TASK REQUIREMENTS: Return, from the listing below, each line where the word "fabs" appears.

EXERCISE MATERIAL:
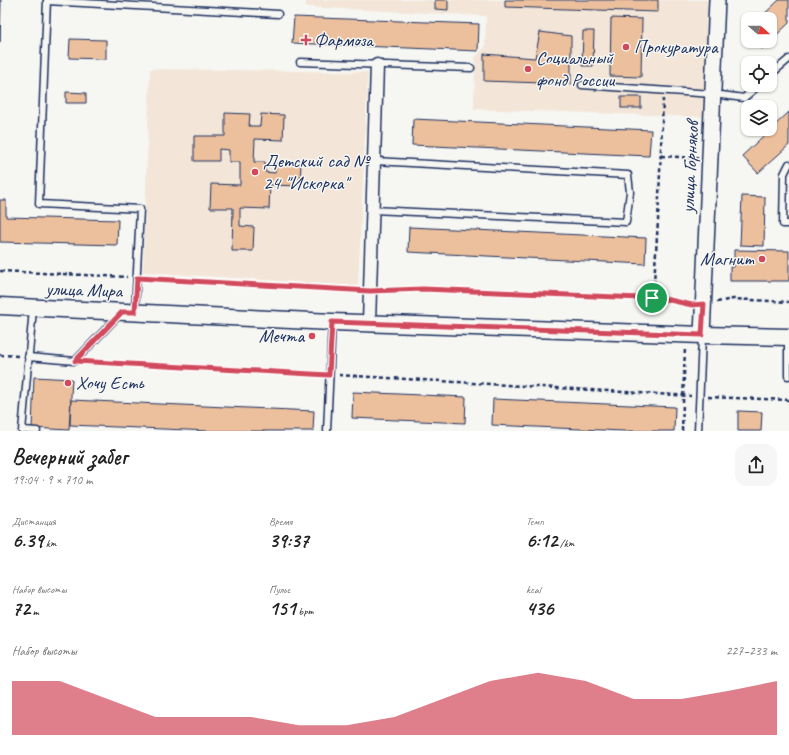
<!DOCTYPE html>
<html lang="ru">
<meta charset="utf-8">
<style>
body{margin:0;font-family:Caveat,sans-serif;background:#f6f6f6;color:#222;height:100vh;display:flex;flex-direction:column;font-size:15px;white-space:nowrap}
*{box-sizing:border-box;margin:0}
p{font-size:13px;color:#767676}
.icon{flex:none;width:22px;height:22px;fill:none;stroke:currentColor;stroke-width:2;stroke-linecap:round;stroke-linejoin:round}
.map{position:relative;height:431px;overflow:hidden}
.panel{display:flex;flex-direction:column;background:#fff;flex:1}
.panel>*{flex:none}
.needle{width:26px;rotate:110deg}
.fabs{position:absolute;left:741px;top:12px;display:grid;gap:8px}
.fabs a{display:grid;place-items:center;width:36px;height:36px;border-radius:8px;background:#fff;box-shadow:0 1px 3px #0004;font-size:20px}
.pin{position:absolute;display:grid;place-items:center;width:34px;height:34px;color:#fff;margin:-17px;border:2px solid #fff;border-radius:50%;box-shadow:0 1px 4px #0007}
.round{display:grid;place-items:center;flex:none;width:42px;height:42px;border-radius:12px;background:#f6f6f6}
.summary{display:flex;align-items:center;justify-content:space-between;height:68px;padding:0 12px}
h1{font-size:22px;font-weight:700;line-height:30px}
.figures{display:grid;grid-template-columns:repeat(3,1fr);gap:6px;height:68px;padding:4px 12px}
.figures div{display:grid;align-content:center}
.figures b{font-size:20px;font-weight:700}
.figures small{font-size:11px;font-weight:400}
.figures p{font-size:11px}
.chart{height:112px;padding:8px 12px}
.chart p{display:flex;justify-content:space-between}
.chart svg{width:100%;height:72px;margin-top:4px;fill:#d1495b;opacity:.7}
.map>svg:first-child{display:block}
</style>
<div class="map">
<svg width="789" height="431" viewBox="0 0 789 431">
<rect width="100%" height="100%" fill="#f6f6f2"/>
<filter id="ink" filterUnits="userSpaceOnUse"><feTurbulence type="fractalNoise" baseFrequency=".025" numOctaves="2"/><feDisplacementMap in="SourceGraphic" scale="8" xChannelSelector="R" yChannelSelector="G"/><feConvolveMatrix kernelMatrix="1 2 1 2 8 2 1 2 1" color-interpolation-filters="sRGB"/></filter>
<g filter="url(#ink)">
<g fill="#f3e6d8">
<polygon points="306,0 710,0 707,117 474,109 475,58 485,47 486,16 306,7"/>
<polygon points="150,69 368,72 358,286 143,272"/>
</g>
<g fill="#edc09d" stroke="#1b2f5e">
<polygon points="0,0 1,0 0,42"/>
<polygon points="435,0 448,0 448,10 435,9"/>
<polygon points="505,0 658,0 658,12 505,7"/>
<polygon points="779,0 789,0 789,23 762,49 755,41 770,41 770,19 759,19"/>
<polygon points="294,17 479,24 478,51 292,43"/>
<polygon points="611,18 642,19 641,77 610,76"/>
<polygon points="583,31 594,31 593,66 582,66"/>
<polygon points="540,32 571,36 571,84 484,81 484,54 535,58"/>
<polygon points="70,39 106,40 106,59 69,58"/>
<polygon points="66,92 86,93 86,103 66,103"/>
<rect x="621" y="97" width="20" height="11"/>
<polygon points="789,112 789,145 758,173 742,156"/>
<polygon points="225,113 250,114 249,126 260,126 261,114 284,115 283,140 255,139 254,162 265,162 265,172 275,173 275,163 301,163 300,186 270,185 269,209 240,208 240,226 254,227 253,251 232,251 233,208 210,208 211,184 240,185 240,162 229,162 229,150 219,149 219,161 194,161 194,136 225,136"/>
<polygon points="413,119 651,130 649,156 412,145"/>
<polygon points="742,196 765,197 764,246 740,245"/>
<polygon points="0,200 6,200 6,217 118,220 117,245 0,242"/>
<polygon points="409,227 646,238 645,264 408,252"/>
<polygon points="734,250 789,251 789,281 730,281 730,267 734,267"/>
<polygon points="34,377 72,379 69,430 32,428"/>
<polygon points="353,392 466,397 465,423 352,418"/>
<polygon points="493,399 675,407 674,431 623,431 492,425"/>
<polygon points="71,400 314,411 313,431 210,431 70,425"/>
<polygon points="738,411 762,412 761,431 738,431"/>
</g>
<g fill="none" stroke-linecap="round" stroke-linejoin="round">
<g stroke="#1b2f5e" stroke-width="9">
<g id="service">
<polyline points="47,0 39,204 140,209 135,312"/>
<polyline points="47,1 278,14"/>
<polyline points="300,62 471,68"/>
<polyline points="770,75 789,59"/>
<polyline points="582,85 713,94 744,98 759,85"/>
<polyline points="789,164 784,174 783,224 789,224"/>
<polyline points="373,210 626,222 630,192 628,175 375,161"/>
<polyline points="28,357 75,361 120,314"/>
<polyline points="788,376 788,337"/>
<polyline points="23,430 37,431"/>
<polyline points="22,431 33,309"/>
<polyline points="327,431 332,322"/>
<polyline points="698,431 702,337"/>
</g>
</g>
<g stroke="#1b2f5e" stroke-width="15">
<polyline id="minor" points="369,323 377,65"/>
</g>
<g stroke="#1b2f5e" stroke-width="18">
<polyline id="tertiary" points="702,335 717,0"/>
</g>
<g stroke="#1b2f5e" stroke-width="19">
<polyline id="secondary" points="0,306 332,322 702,335 789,337"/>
</g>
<g stroke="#1b2f5e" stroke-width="2.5" stroke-dasharray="4 3" stroke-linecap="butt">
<polyline points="661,156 698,158"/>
<polyline points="0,271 127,277"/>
<polyline points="144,278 359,291"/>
<polyline points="382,291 423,289 653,298 665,299 690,304"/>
<polyline points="653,298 658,221 663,99"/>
<polyline points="717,302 733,299 789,302"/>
<polyline points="0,355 19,356"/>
<polyline points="87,362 322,374"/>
<polyline points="339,375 691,396"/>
<polyline points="708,397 789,400"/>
<polyline points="682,431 685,347"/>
</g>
<use href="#service" stroke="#f6f6f2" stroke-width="6"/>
<use href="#minor" stroke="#f6f6f2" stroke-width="12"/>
<use href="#tertiary" stroke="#f6f6f2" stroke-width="15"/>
<use href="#secondary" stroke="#f6f6f2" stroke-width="16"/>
</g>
</g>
<g fill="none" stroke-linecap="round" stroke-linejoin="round" filter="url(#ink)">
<g stroke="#fff" stroke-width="8">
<polygon id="route" points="137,278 370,291 423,289 665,299 692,305 704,304 702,335 332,322 329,375 75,361 122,312 135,312"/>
</g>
<use href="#route" stroke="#d1495b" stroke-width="5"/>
</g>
<g fill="#d1495b" stroke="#f6f6f2" stroke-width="1.5">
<path d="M304 34h4v4h4v4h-4v4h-4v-4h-4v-4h4z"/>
<circle cx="626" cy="47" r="4"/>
<circle cx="528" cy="69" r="4"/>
<circle cx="255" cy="172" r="4"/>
<circle cx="762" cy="259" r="4"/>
<circle cx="312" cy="336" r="4"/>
<circle cx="68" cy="383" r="4"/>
</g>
<g text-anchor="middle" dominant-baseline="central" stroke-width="3" stroke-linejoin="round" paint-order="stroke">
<g font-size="19" fill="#1b2f5e" stroke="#f6f6f2" text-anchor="start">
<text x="314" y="40">Фармоза</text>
<text x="634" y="47">Прокуратура</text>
<text x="536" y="58">Социальный<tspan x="536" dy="22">фонд России</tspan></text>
<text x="263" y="161">Детский сад №<tspan x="263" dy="22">24 "Искорка"</tspan></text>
<text x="754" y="259" text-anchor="end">Магнит</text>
<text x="304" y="336" text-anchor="end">Мечта</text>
<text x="76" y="383">Хочу Есть</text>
</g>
<g font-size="19" fill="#1b2f5e" stroke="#f6f6f2">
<text transform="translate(690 167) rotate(-87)">улица Горняков</text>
<text transform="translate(84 290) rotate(2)">улица Мира</text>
</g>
</g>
</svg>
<div class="fabs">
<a><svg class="needle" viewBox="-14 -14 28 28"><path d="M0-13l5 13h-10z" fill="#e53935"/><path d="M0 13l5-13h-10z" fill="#767676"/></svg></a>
<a><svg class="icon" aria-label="locate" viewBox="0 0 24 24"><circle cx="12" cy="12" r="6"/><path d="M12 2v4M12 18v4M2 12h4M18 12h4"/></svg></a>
<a><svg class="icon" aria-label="layers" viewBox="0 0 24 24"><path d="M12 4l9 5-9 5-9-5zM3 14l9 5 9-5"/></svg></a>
</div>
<div class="pin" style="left:652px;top:298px;background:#1e9e55"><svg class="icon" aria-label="arrive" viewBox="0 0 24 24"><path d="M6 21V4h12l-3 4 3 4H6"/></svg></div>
</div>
<section class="panel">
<div class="summary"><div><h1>Вечерний забег</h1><p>19:04 · 9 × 710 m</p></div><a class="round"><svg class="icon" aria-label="share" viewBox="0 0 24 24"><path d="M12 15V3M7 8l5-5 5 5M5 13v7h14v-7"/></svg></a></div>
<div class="figures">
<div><p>Дистанция</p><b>6.39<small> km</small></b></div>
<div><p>Время</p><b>39:37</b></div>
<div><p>Темп</p><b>6:12<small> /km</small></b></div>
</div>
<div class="figures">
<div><p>Набор высоты</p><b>72<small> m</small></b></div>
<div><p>Пульс</p><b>151<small> bpm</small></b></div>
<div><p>kcal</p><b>436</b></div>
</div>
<div class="chart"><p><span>Набор высоты</span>227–233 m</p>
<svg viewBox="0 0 160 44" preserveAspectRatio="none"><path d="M0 44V11L10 11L20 22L30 33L40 33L50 33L60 38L70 38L80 33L90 22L100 11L110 6L120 11L130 22L140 22L150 17L160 11V44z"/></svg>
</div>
</section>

RESULT:
.fabs{position:absolute;left:741px;top:12px;display:grid;gap:8px}
.fabs a{display:grid;place-items:center;width:36px;height:36px;border-radius:8px;background:#fff;box-shadow:0 1px 3px #0004;font-size:20px}
<div class="fabs">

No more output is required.